Tutorial 204: Weights and Checkpoints
Prerequisites
Run it interactively [source]
Tinker stores model checkpoints on the server. This tutorial covers the full checkpoint lifecycle:
- Save --
save_weights_for_sampler(for inference) andsave_state(for resuming training) - Resume --
create_training_client_from_stateto continue training from a checkpoint - Manage --
RestClientto list, set TTL, publish, and unpublish checkpoints - Download --
weights.downloadto pull checkpoints to local disk for merging or serving
Train --> save_weights_for_sampler --> create_sampling_client (inference)
\-> save_state ----------------> create_training_client_from_state (resume)
\-> weights.download (local export)
import warnings
warnings.filterwarnings("ignore", message="IProgress not found")
import tinker
import torch
from tinker import TensorData
Setup: train for one step
We need a trained checkpoint to work with. Let's create a training client and run a single training step.
import os
mo.stop(
"TINKER_API_KEY" not in os.environ and not api_key.value,
"Paste your API key above",
)
if api_key.value:
os.environ["TINKER_API_KEY"] = api_key.value
MODEL_NAME = "Qwen/Qwen3.5-4B"
service_client = tinker.ServiceClient()
training_client = await service_client.create_lora_training_client_async(
base_model=MODEL_NAME, rank=16
)
tokenizer = training_client.get_tokenizer()
# One quick SFT step
text = "The Pythagorean theorem states that a^2 + b^2 = c^2."
ids = tokenizer.encode(text)
model_input = tinker.ModelInput.from_ints(ids[:-1])
target_tokens = ids[1:]
_weights = [1.0] * len(target_tokens)
datum = tinker.Datum(
model_input=model_input,
loss_fn_inputs={
"target_tokens": TensorData.from_torch(torch.tensor(target_tokens)),
"weights": TensorData.from_torch(torch.tensor(_weights)),
},
)
fb_future = await training_client.forward_backward_async([datum], loss_fn="cross_entropy")
await fb_future.result_async()
optim_future = await training_client.optim_step_async(tinker.AdamParams(learning_rate=1e-4))
await optim_future.result_async()
print("Training step complete")
Saving checkpoints
Tinker has two types of saves:
| Method | What it saves | Use case |
|---|---|---|
save_weights_for_sampler |
Model weights only | Create a SamplingClient for inference |
save_state |
Weights + optimizer state | Resume training later |
Both return an APIFuture whose result contains a path -- a tinker:// URI that identifies the checkpoint.

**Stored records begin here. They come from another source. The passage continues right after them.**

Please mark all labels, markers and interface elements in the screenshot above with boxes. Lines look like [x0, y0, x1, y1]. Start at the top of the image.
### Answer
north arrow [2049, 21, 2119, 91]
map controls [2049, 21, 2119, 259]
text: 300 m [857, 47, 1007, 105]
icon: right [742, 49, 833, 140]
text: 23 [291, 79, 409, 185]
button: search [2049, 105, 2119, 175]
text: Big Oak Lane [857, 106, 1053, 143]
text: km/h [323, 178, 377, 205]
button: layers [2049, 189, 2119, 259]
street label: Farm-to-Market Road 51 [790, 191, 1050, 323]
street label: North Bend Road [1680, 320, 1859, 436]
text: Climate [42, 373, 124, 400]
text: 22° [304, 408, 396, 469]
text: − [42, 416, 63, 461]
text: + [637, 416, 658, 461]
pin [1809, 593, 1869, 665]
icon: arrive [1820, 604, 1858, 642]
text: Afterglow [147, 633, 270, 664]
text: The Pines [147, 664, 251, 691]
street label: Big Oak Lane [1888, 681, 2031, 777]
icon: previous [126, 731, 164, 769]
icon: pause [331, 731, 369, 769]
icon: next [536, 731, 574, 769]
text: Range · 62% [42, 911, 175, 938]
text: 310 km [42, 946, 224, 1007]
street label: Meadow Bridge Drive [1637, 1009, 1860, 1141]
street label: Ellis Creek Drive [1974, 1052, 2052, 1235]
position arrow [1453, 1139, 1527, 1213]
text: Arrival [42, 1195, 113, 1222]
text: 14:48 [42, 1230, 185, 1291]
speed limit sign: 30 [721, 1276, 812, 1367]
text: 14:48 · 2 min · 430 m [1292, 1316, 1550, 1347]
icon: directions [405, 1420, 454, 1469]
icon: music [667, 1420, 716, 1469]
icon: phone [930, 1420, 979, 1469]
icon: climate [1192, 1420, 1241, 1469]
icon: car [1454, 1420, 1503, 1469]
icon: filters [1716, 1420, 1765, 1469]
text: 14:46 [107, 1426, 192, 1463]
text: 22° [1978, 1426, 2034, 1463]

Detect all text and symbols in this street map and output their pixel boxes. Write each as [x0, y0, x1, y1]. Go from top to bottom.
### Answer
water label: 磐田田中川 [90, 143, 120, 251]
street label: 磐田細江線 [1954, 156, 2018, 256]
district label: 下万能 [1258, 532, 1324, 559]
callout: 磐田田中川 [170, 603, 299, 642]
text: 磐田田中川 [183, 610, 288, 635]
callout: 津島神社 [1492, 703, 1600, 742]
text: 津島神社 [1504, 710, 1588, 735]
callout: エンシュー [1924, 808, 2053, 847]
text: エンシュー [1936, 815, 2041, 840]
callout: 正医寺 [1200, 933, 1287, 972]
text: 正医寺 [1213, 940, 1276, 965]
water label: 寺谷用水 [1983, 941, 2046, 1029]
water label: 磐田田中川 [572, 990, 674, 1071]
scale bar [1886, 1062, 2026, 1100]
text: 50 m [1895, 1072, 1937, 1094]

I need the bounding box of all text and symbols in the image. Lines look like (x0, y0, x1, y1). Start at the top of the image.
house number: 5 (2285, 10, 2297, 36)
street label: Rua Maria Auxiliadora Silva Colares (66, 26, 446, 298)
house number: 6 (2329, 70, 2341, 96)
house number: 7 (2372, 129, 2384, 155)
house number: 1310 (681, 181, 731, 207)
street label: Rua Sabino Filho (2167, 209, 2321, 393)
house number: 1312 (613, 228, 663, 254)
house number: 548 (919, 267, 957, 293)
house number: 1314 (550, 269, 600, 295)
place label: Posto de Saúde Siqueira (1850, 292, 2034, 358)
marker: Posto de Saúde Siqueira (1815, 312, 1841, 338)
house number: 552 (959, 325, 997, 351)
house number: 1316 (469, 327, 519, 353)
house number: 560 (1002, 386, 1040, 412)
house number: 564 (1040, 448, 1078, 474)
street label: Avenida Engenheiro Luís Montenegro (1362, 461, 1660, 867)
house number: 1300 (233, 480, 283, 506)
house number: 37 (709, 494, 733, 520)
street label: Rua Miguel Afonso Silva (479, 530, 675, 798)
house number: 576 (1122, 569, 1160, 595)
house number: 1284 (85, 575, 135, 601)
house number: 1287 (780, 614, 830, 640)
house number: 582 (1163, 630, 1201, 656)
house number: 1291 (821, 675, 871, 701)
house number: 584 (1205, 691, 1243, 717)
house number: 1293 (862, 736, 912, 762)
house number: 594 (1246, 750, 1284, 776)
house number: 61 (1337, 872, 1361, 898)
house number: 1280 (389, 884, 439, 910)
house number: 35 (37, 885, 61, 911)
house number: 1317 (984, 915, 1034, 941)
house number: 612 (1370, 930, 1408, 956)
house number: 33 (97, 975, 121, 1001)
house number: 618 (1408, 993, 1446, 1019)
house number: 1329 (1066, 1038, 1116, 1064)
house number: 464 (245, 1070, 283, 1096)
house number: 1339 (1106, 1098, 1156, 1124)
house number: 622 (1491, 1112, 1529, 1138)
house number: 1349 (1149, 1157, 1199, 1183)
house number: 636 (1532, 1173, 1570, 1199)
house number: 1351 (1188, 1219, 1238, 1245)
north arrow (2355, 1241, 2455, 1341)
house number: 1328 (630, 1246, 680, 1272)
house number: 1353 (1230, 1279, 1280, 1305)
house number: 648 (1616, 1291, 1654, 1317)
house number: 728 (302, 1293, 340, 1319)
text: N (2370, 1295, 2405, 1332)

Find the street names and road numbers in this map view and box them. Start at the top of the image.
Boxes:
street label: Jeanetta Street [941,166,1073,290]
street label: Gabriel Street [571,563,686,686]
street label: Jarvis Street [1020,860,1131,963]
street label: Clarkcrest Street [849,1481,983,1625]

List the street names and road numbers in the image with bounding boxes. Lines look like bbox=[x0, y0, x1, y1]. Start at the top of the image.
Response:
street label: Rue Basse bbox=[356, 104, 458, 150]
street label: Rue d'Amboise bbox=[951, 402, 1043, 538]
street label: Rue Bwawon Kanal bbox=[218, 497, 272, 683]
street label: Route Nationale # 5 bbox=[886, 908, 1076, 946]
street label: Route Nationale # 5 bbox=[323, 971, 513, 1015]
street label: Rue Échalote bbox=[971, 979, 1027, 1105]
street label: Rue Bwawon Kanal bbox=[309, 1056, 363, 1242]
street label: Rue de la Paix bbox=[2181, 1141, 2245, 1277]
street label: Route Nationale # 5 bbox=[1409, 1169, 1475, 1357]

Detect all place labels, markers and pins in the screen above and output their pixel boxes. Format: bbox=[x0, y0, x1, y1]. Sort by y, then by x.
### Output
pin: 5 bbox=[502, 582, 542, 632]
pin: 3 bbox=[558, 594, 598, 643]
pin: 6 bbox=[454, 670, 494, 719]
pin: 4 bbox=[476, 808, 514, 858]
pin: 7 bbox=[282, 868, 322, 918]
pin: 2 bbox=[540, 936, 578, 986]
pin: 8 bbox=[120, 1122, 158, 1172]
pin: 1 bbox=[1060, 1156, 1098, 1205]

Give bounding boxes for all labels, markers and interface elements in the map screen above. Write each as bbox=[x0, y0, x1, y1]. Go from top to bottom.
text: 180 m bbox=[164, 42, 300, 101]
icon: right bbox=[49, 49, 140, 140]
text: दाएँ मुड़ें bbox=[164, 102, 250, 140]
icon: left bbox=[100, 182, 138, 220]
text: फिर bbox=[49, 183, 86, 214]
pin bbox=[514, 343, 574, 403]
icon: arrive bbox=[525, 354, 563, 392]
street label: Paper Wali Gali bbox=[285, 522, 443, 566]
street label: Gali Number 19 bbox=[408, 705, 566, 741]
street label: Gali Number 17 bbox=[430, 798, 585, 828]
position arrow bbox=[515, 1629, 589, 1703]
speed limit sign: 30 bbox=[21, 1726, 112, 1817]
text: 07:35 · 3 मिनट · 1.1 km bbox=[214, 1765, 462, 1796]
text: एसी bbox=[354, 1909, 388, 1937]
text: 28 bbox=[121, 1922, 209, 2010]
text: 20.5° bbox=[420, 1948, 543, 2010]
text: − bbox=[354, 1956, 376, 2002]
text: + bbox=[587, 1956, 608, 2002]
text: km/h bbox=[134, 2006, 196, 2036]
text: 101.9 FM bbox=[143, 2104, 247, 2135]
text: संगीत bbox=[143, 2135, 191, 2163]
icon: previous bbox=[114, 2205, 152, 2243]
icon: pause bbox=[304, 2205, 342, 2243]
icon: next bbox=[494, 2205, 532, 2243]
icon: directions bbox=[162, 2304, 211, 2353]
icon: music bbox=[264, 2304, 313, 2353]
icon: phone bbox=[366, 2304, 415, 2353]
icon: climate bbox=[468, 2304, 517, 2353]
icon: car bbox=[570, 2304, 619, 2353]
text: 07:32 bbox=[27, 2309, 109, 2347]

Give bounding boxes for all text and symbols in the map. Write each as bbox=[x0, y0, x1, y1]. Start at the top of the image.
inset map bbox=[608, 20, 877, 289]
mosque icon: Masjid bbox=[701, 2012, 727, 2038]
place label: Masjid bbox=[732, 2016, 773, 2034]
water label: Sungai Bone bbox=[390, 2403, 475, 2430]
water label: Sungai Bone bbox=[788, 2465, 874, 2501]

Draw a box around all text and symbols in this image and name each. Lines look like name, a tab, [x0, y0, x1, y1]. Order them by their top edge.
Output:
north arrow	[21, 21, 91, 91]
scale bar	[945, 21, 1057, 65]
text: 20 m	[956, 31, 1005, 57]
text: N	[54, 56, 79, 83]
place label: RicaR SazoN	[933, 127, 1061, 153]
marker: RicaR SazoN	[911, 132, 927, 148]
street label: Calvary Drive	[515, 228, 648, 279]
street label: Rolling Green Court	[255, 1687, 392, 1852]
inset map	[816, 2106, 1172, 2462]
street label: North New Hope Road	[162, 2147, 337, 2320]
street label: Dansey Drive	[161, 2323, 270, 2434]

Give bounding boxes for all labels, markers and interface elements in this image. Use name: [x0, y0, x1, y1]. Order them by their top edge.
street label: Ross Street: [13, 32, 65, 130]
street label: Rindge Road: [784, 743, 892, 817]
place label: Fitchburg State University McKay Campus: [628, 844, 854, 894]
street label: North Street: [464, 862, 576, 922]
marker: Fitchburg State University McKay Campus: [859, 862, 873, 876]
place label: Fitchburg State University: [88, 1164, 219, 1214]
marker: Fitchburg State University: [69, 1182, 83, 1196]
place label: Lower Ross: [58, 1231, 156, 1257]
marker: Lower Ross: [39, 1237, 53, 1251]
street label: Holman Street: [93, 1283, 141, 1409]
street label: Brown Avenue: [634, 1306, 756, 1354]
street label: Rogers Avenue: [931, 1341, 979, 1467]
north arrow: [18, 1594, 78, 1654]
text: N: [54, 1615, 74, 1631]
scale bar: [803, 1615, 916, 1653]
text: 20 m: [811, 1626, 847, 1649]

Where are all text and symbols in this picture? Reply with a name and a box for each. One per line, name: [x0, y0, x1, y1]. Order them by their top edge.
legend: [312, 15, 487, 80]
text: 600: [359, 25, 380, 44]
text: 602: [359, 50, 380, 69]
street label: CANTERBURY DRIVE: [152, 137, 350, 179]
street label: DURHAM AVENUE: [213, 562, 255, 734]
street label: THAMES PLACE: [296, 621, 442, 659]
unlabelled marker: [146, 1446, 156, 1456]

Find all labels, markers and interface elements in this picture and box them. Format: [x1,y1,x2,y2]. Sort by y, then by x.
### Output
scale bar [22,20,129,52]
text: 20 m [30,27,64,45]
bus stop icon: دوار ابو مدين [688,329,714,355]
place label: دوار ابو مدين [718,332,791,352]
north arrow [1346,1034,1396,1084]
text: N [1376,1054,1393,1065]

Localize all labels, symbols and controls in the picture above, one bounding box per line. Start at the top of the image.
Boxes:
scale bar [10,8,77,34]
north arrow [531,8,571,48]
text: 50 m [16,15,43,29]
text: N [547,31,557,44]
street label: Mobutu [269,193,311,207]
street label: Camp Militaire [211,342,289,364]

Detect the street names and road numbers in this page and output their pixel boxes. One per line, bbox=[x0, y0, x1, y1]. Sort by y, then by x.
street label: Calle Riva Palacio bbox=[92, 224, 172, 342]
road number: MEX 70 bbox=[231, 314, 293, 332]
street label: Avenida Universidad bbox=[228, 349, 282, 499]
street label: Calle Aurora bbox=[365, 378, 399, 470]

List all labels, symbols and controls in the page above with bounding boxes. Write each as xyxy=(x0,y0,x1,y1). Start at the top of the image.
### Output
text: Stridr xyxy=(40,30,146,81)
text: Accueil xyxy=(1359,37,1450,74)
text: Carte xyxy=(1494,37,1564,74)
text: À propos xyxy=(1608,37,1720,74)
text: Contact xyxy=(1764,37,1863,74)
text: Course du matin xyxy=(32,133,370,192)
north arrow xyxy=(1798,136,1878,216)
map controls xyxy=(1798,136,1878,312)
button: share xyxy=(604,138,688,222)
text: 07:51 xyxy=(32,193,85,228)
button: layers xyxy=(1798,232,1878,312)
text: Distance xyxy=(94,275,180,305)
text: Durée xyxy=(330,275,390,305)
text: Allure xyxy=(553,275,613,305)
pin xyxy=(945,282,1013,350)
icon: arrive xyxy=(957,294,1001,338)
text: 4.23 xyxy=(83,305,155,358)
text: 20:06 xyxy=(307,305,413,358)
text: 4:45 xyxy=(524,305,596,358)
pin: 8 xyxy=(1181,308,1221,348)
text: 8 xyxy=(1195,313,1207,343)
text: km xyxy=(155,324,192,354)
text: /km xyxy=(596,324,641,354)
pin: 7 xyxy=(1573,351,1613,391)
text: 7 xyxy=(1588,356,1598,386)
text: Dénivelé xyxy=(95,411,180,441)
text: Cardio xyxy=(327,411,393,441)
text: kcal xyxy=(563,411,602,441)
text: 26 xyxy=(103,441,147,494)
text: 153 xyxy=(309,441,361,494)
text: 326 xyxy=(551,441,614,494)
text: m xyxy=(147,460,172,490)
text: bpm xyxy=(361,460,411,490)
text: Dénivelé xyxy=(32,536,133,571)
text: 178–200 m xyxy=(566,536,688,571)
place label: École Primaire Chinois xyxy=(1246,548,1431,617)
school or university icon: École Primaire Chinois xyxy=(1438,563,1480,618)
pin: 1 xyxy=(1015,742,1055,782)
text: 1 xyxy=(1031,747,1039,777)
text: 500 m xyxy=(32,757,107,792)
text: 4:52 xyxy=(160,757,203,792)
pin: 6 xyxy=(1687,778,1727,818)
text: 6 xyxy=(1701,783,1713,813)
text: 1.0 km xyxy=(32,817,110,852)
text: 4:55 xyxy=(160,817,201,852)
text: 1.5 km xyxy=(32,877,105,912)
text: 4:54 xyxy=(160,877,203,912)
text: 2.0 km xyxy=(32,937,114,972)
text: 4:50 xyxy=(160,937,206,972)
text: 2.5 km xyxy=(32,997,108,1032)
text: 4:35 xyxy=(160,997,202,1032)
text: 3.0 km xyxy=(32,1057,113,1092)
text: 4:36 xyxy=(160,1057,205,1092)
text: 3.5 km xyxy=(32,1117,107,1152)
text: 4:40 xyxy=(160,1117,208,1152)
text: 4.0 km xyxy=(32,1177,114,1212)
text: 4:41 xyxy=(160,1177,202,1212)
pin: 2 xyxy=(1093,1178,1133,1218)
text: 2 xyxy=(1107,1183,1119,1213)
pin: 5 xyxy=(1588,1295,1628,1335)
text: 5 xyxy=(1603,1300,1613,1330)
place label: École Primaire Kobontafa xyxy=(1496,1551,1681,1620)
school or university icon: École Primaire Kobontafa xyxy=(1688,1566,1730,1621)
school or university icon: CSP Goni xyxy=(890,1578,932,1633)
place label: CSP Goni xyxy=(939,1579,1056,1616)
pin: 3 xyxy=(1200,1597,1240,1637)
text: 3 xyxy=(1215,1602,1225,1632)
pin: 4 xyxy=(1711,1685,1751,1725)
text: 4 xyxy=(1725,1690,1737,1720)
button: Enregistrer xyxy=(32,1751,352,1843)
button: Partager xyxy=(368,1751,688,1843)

# Save weights for inference (sampler checkpoint)
sampler_future = training_client.save_weights_for_sampler("tutorial-sampler")
sampler_path = (await sampler_future.result_async()).path
print(f"Sampler weights saved to: {sampler_path}")
# Save full state for resuming training
state_future = training_client.save_state("tutorial-state")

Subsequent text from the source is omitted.